[Collected data entries]
- - - -
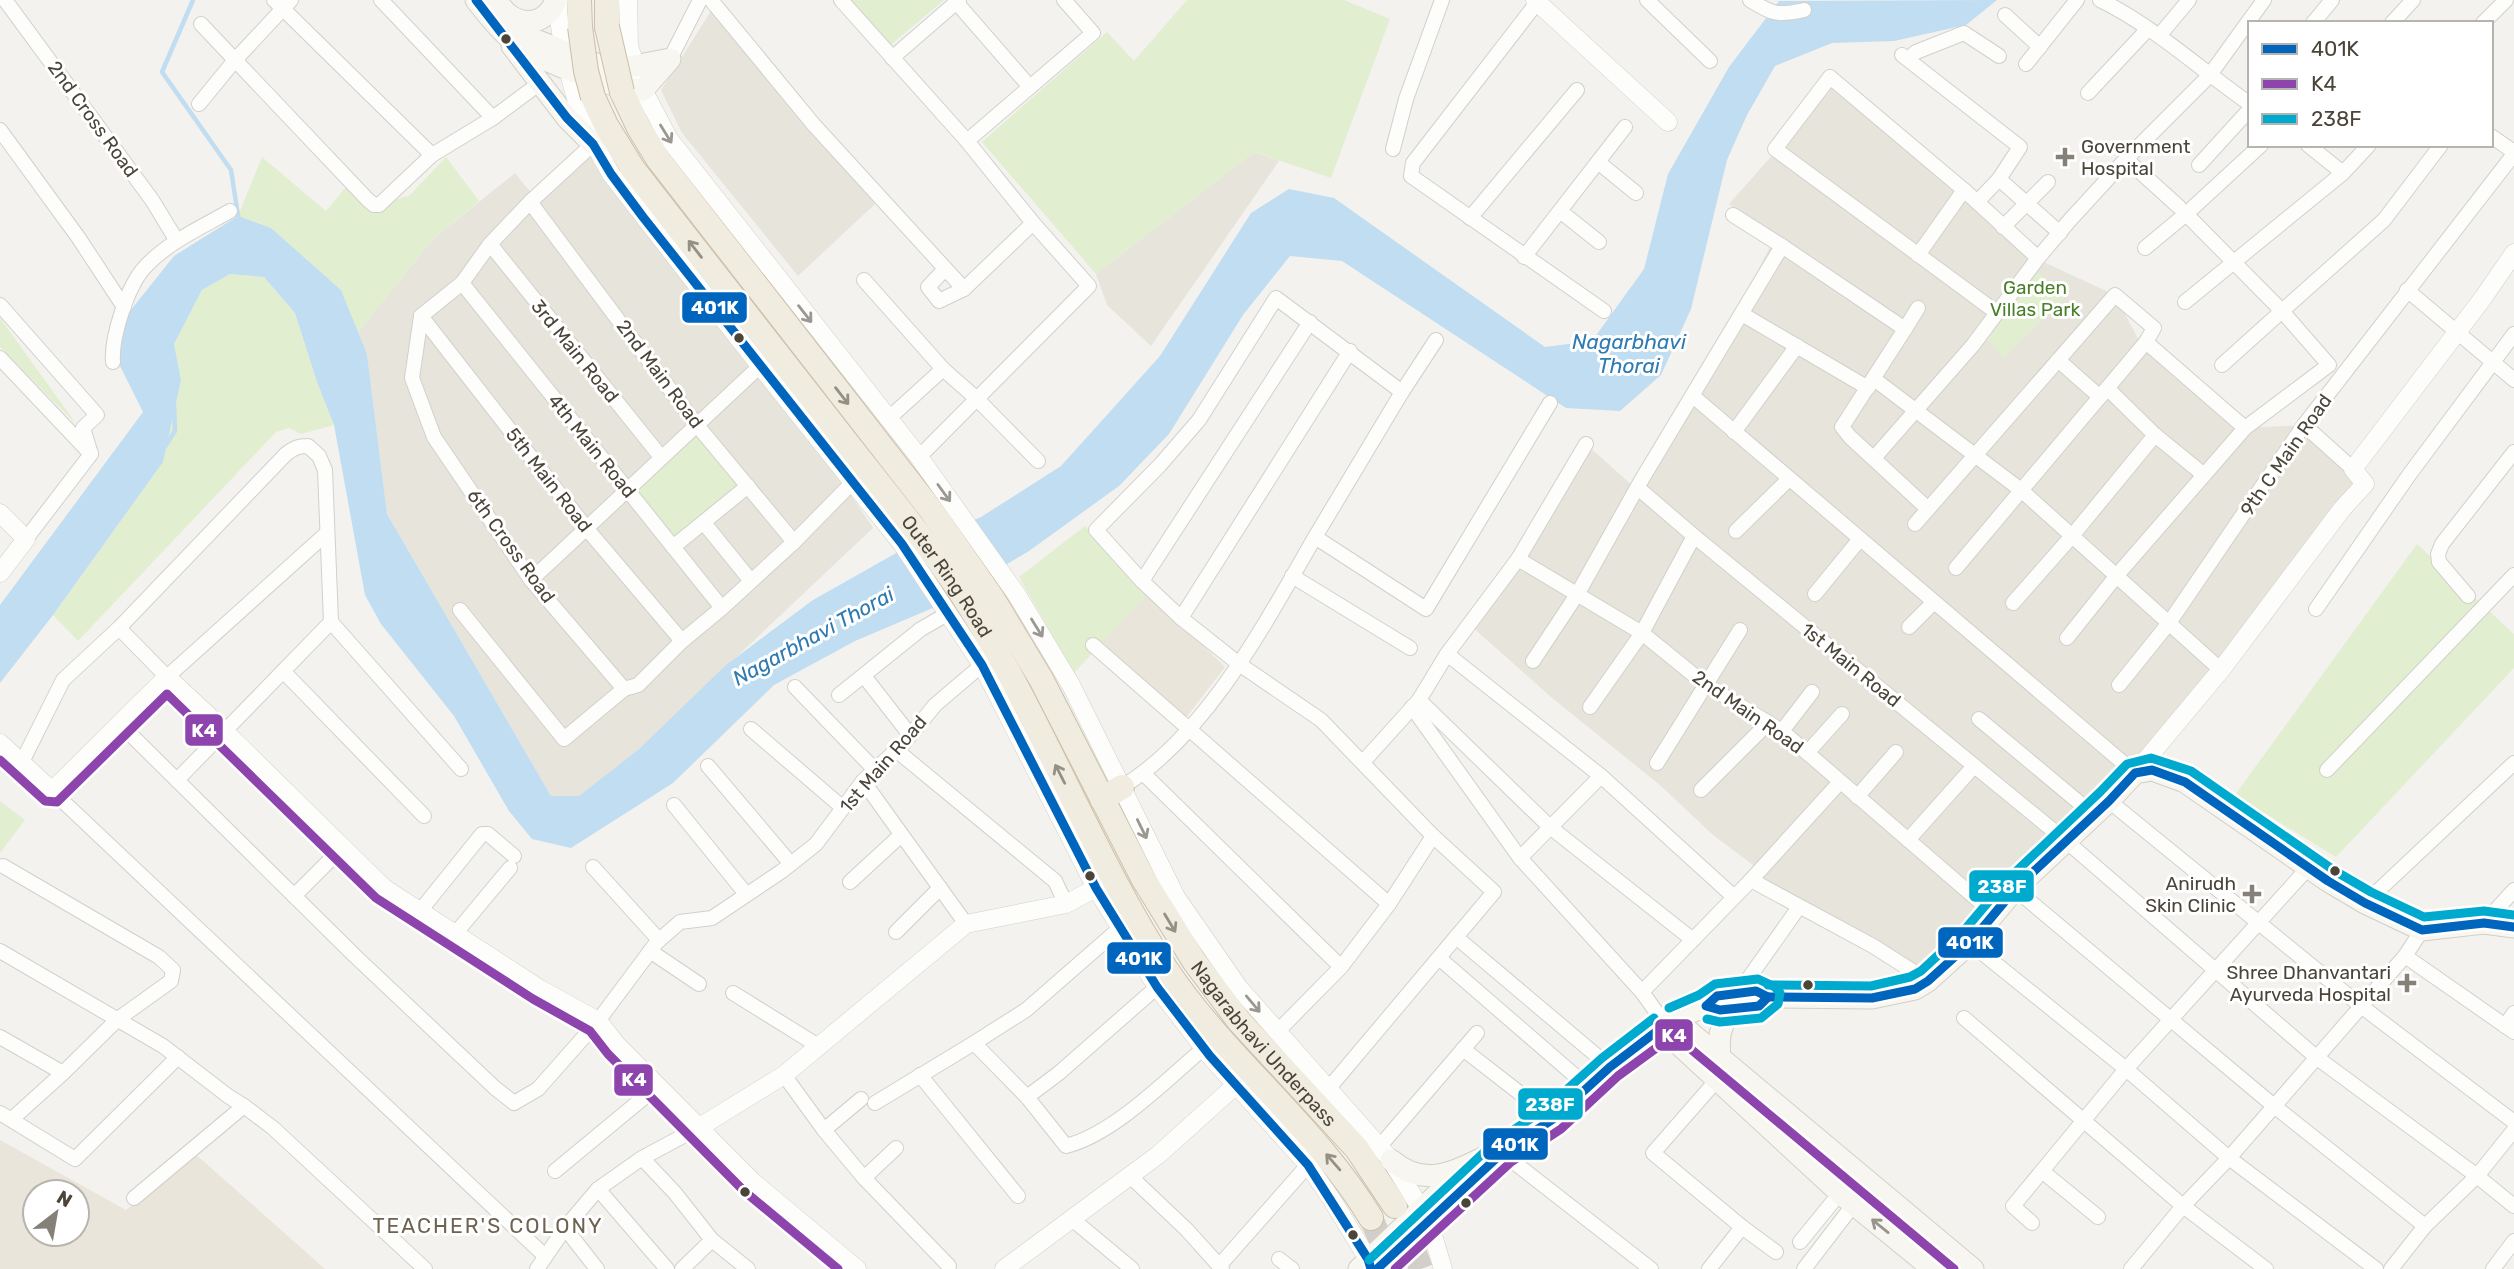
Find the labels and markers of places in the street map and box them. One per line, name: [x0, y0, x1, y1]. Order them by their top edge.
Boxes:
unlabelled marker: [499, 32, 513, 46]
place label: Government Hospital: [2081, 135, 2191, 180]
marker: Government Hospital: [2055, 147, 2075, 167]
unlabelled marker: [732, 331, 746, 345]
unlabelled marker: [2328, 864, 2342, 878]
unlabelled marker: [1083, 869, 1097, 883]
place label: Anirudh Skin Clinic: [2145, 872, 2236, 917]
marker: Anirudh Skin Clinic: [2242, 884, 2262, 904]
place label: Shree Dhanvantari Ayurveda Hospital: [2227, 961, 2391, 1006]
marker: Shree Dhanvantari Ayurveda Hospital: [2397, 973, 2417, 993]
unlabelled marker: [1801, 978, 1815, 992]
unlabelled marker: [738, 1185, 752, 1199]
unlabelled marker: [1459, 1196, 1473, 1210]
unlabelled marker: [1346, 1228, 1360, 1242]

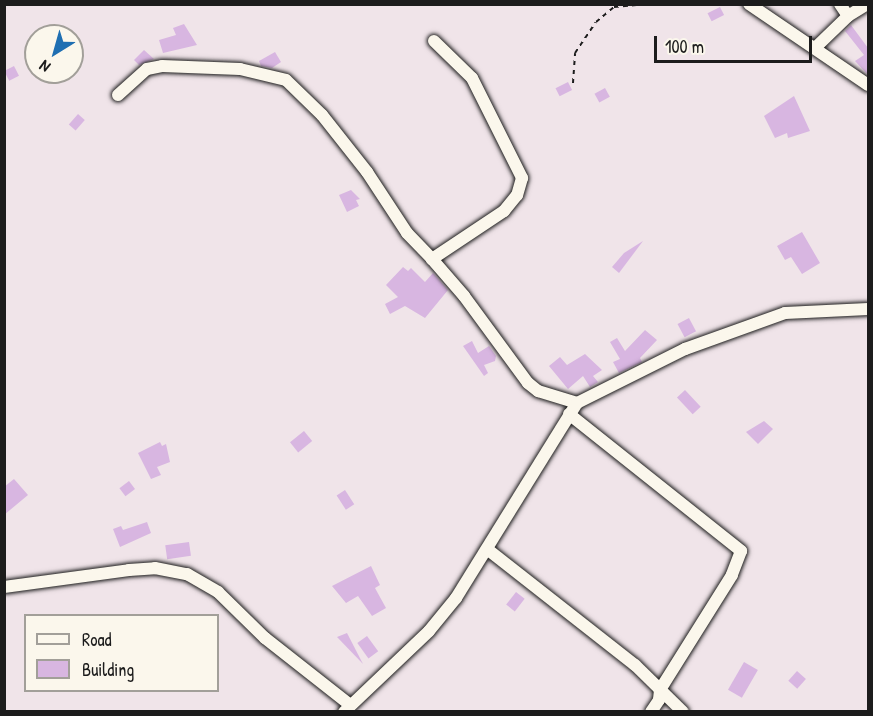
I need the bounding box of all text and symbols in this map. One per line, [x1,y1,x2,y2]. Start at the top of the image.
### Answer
- - - -
■ TASK DESCRIPTION:
Give back every record above word for word, dropping pictures.

■ EXERCISE OUTPUT:
Find the labels and markers of places in the street map and box them. One per line, name: [x0, y0, x1, y1]. Order them by their top edge.
Boxes:
unlabelled marker: [499, 32, 513, 46]
place label: Government Hospital: [2081, 135, 2191, 180]
marker: Government Hospital: [2055, 147, 2075, 167]
unlabelled marker: [732, 331, 746, 345]
unlabelled marker: [2328, 864, 2342, 878]
unlabelled marker: [1083, 869, 1097, 883]
place label: Anirudh Skin Clinic: [2145, 872, 2236, 917]
marker: Anirudh Skin Clinic: [2242, 884, 2262, 904]
place label: Shree Dhanvantari Ayurveda Hospital: [2227, 961, 2391, 1006]
marker: Shree Dhanvantari Ayurveda Hospital: [2397, 973, 2417, 993]
unlabelled marker: [1801, 978, 1815, 992]
unlabelled marker: [738, 1185, 752, 1199]
unlabelled marker: [1459, 1196, 1473, 1210]
unlabelled marker: [1346, 1228, 1360, 1242]

I need the bounding box of all text and symbols in this map. One per line, [x1,y1,x2,y2]. Start at the top of the image.
### Answer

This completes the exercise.